• [Task directions]
Only the number is wanted: state how many lines of the data below contain the word "limit".

• [Input for this task]
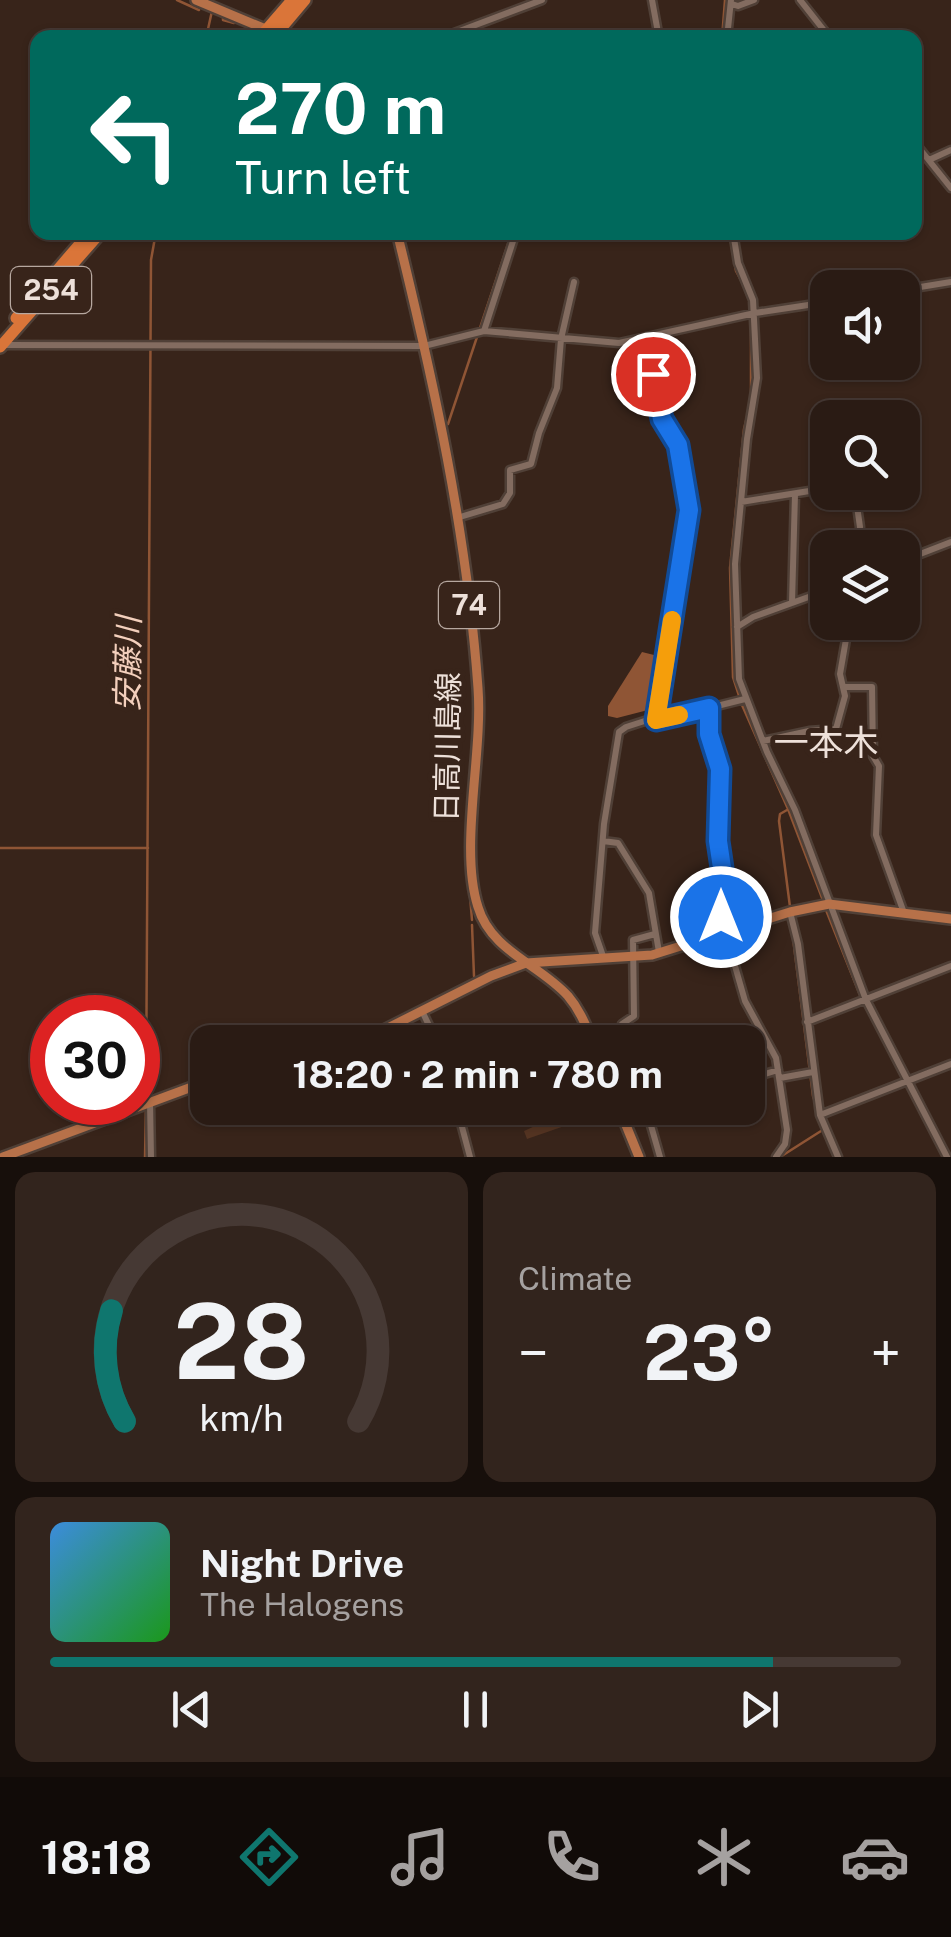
<!DOCTYPE html>
<meta charset="utf-8">
<style>
body{margin:0;font-family:"Public Sans","Noto Sans JP",sans-serif;background:#32241d;color:#f1f3f6;height:100vh;display:flex;flex-direction:column;font-size:38px;white-space:nowrap}
*{box-sizing:border-box;margin:0}
p{font-size:32px;color:#a5a1a0}
.icon{flex:none;width:55px;height:55px;fill:none;stroke:currentColor;stroke-width:2;stroke-linecap:round;stroke-linejoin:round}
.map{position:relative;height:1157px;overflow:hidden}
.details{display:flex;flex-direction:column;gap:15px;padding:15px;background:#170f0b;flex:1}
.details>*{flex:none}
.banner{position:absolute;left:30px;top:30px;width:892px;height:210px;border-radius:20px;box-shadow:0 2px 8px #0004,0 0 0 2px #463934;background:#00695c;color:#fff;overflow:hidden}
.buttons{position:absolute;left:810px;top:270px;display:grid;gap:20px}
.buttons a{display:grid;place-items:center;width:110px;height:110px;border-radius:20px;background:#2a1b14;box-shadow:0 2px 8px #0004,0 0 0 2px #463934;font-size:50px}
.speed{position:absolute;left:30px;top:995px;display:flex;gap:20px;font-size:50px;font-weight:700;text-align:center}
.speed>*{display:grid;place-content:center;width:130px;height:130px;border-radius:50%;background:#2a1b14;box-shadow:0 2px 8px #0004,0 0 0 2px #463934;line-height:1}
.speed .limit{border:15px solid #d22;background:#fff;color:#111}
.pin{position:absolute;display:grid;place-items:center;width:85px;height:85px;color:#fff;margin:-42px;border:5px solid #fff;border-radius:50%;box-shadow:0 2px 10px #0007}
.me{position:absolute;width:110px;margin:-55px;rotate:0deg;stroke-linejoin:round;filter:drop-shadow(0 0 8px #0008)}
.turn{display:flex;align-items:center;gap:35px;height:210px;padding:0 40px;font-size:45px}
.turn .icon{width:130px;height:130px;stroke-width:2.5}
.turn b{display:block;font-size:70px;line-height:85px}
.big{font-size:75px;font-weight:700;line-height:1.1}
.details .widget{flex:1;display:flex;flex-direction:column;justify-content:center;gap:15px;min-width:0;padding:0 35px;border-radius:20px;background:#32241d}
.details .dial{align-items:center;gap:0}
.dial svg{height:260px;overflow:visible;fill:none;stroke:#463934;stroke-width:7;stroke-linecap:round;text-anchor:middle}
.dial text{fill:#f1f3f6;stroke:none}
.song{display:flex;align-items:center;gap:30px}
.cover{width:120px;height:120px;border-radius:15px;background:linear-gradient(135deg,hsl(210 70% 55%),hsl(120 70% 35%))}
.played{height:10px;border-radius:5px;background:linear-gradient(90deg,#0f766e 85%,#463934 85%)}
.keys{display:flex;justify-content:space-around;direction:ltr}
.heat{display:flex;justify-content:space-between;align-items:center;font-size:55px;direction:ltr}
.details .tiles{flex:1;display:grid;gap:15px;grid-template-columns:1fr 1fr}
.widget:last-child{grid-column:span 2}
.trip{position:absolute;left:190px;top:1025px;width:575px;height:100px;border-radius:20px;background:#2a1b14;box-shadow:0 2px 8px #0004,0 0 0 2px #463934;font-weight:700;line-height:100px;text-align:center}
.dock{display:flex;height:160px;justify-content:space-around;align-items:center;background:#110b08;color:#a5a1a0}
.dock .icon{width:70px;height:70px}
.dock .selected{color:#0f766e}
.dock b{font-size:45px;color:#f1f3f6}
.map>svg:first-child{display:block}
.green{fill:#543422}
.water{fill:#8f5535}
.lines{fill:none;stroke-linecap:round;stroke-linejoin:round}
.stream{stroke:#8f5535;stroke-width:2.5}
.minor-casing{stroke:#504037;stroke-width:11}
.major-casing{stroke:#504037;stroke-width:14}
.highway-casing{stroke:#504037;stroke-width:16}
.minor{stroke:#836c60;stroke-width:6}
.major{stroke:#b77149;stroke-width:9}
.highway{stroke:#da7539;stroke-width:11}
.route-casing{stroke:#114b97;stroke-width:25}
.route{stroke:#1a73e8;stroke-width:18}
.slow{stroke:#f59e0b;stroke-width:18}
.labels{text-anchor:middle;stroke-width:10;stroke-linejoin:round;paint-order:stroke}
.shield{fill:#38241a;stroke:#b7a8a0;stroke-width:2.5}
.shield-label{font-size:28px;font-weight:bold;fill:#ede0d9}
.street-label{font-size:30px;fill:#ede0d9;stroke:#38241a}
.water-label{font-size:32px;font-style:italic;fill:#f3cfbc;stroke:#38241a}
.quarter-label{font-size:35px;fill:#ede0d9;stroke:#38241a}
</style>
<div class="map">
<svg width="951" height="1157" viewBox="0 0 951 1157">
<rect width="100%" height="100%" fill="#38241a"/>
<path class="green" d="M570 1110 577 1119 576 1122 527 1139 524 1131Z"/>
<path class="water" d="M642 652 654 655 656 661 648 710 617 718 608 716V706Z"/>
<g class="lines">
<path class="stream" d="M177 0 199 10
M223 16V20L234 23
M243 25 251 29
M206 38 212 11
M722 38 725 0
M729 232 736 271 743 284
M751 397V315
M750 405 744 429 730 568 733 677 742 705 788 809 824 903
M448 424 512 232
M455 527 472 668
M787 810 780 814 779 821 790 907
M0 848H148
M469 884 472 920
M826 910 862 1000 938 1147
M472 925 474 976
M792 930 813 1096 834 1157
M146 1097 151 260 156 232
M454 1108 466 1157
M145 1157 146 1107
M780 1157 821 1131"/>
<g class="minor-casing">
<path id="minor" d="M652 0 659 38
M800 0 830 38
M732 4 738 6 754 0
M441 38 542 0
M727 38 731 0
M915 143 951 188
M929 160 951 150
M733 232 738 263 753 300 757 378 747 439 735 564 739 679 767 752 795 810 866 1000 947 1157
M902 290 951 282
M484 331 516 232
M3 345 424 346 484 331 619 343 755 313 828 302
M855 492 860 527 858 548
M741 502 828 488
M460 517 503 504 510 493V470L531 464 539 433 557 388 561 339 574 282
M902 561 951 542
M792 603 795 494
M737 627 753 617 828 590
M843 687H872L873 756 879 766 876 835 904 913
M745 699 709 708V734L720 769 718 841 726 895 721 917 745 1001 776 1058 787 1130 785 1144 776 1157
M656 719 709 708
M763 741 809 731 836 729 845 696 840 674 849 622
M603 841 618 843 649 893 659 952
M790 912 798 944 820 1115 838 1157
M604 959 595 933 604 824 619 732 626 727 657 717 689 510 678 445 662 419 646 338
M422 1011 437 1042
M807 1022 951 966
M627 1042 622 1024 634 1016 633 940 655 934
M780 1078 813 1072
M748 1079 778 1070
M150 1101 151 1157
M457 1108 470 1157
M646 1108 660 1157
M820 1115 951 1064"/>
</g>
<g class="major-casing">
<path id="major" d="M196 0 287 38
M397 232C434 383 467 533 478 688 483 754 459 848 478 907 491 951 539 964 568 996 580 1010 586 1026 593 1042
M360 1042 491 976 526 963 652 955 790 912 829 904 951 919
M619 1108 639 1157
M3 1157 208 1081"/>
</g>
<g class="highway-casing">
<path id="highway" d="M259 38 292 0
M273 38 305 0
M16 318 90 232
M0 347 101 232"/>
</g>
<use href="#minor" class="minor"/>
<use href="#major" class="major"/>
<use href="#highway" class="highway"/>
</g>
<g class="lines">
<g class="route-casing">
<path id="route" d="M653 374 662 419 678 445 689 510 656 720 709 708V734L720 769 718 841 726 895 721 917"/>
</g>
<use href="#route" class="route"/>
<path class="slow" d="M672 620 656 720 679 715"/>
</g>
<g class="labels">
<g class="shield">
<rect x="11" y="267" width="80" height="46" rx="8"/>
<rect x="439" y="582" width="60" height="46" rx="8"/>
</g>
<g class="shield-label">
<text x="51" y="300">254</text>
<text x="469" y="615">74</text>
</g>
<g class="street-label">
<text transform="translate(448 747) rotate(-89)" y="10">日高川島線</text>
</g>
<g class="water-label">
<text transform="translate(128 664) rotate(-89)" y="11">安藤川</text>
</g>
<g class="quarter-label">
<text x="826" y="755">一本木</text>
</g>
</g>
</svg>
<div class="buttons">
<a><svg class="icon" aria-label="sound" viewBox="0 0 24 24"><path d="M4 9h4l5-4v14l-5-4H4zM17 9q2 3 0 6"/></svg></a>
<a><svg class="icon" aria-label="search" viewBox="0 0 24 24"><circle cx="10" cy="10" r="6"/><path d="M15 15l6 6"/></svg></a>
<a><svg class="icon" aria-label="layers" viewBox="0 0 24 24"><path d="M12 4l9 5-9 5-9-5zM3 14l9 5 9-5"/></svg></a>
</div>
<div class="speed"><div class="limit">30</div></div>
<div class="pin" style="left:653px;top:374px;background:#d93025"><svg class="icon" aria-label="arrive" viewBox="0 0 24 24"><path d="M6 21V4h12l-3 4 3 4H6"/></svg></div>
<svg class="me" style="left:721px;top:917px" viewBox="-20 -20 40 40"><circle r="17" fill="#1a73e8" stroke="#fff" stroke-width="3"/><path d="M0-11L8 9 0 5-8 9z" fill="#fff"/></svg>
<div class="trip">18:20 · 2 min · 780 m</div>
<div class="banner">
<div class="turn"><svg class="icon" aria-label="left" viewBox="0 0 24 24"><path d="M17 20v-9H6M10 6l-5 5 5 5"/></svg><div><b>270 m</b>Turn left</div></div>
</div>
</div>
<section class="details">
<div class="tiles">
<div class="widget dial"><svg viewBox="0 0 100 80">
<path d="M14 69A42 42 0 1 1 86 69"/>
<path d="M14 69A42 42 0 0 1 10 35" stroke="#0f766e"/>
<text x="50" y="56" font-size="32" font-weight="700">28</text>
<text x="50" y="72" font-size="11">km/h</text>
</svg></div>
<div class="widget"><p>Climate</p>
<div class="heat"><a>−</a><b class="big">23°</b><a>+</a></div>
</div>
<div class="widget">
<div class="song"><i class="cover"></i><div><b>Night Drive</b><p>The Halogens</p></div></div>
<div class="played"></div>
<div class="keys"><svg class="icon" aria-label="previous" viewBox="0 0 24 24"><path d="M18 5L8 12l10 7zM5 5v14"/></svg><svg class="icon" aria-label="pause" viewBox="0 0 24 24"><path d="M8 5v14M16 5v14"/></svg><svg class="icon" aria-label="next" viewBox="0 0 24 24"><path d="M6 5l10 7-10 7zM19 5v14"/></svg></div>
</div>
</div>
</section>
<nav class="dock">
<b>18:18</b>
<svg class="icon selected" aria-label="directions" viewBox="0 0 24 24"><path d="M12 3l9 9-9 9-9-9zM9 14v-3h6M13 9l2 2-2 2"/></svg>
<svg class="icon" aria-label="music" viewBox="0 0 24 24"><path d="M9 18V5l10-2v13"/><circle cx="6" cy="18" r="3"/><circle cx="16" cy="16" r="3"/></svg>
<svg class="icon" aria-label="phone" viewBox="0 0 24 24"><path d="M5 4h4l2 5-3 2q2 4 5 5l2-3 5 2v4C11 20 4 13 5 4z"/></svg>
<svg class="icon" aria-label="climate" viewBox="0 0 24 24"><path d="M12 3v18M4 7l16 10M4 17L20 7"/></svg>
<svg class="icon" aria-label="car" viewBox="0 0 24 24"><path d="M5 17H2v-5l4-1 3-4h7l3 4 3 1v5h-3M9 17h6M6 11h13"/><circle cx="7" cy="17" r="2"/><circle cx="17" cy="17" r="2"/></svg>
</nav>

• [Response area]
2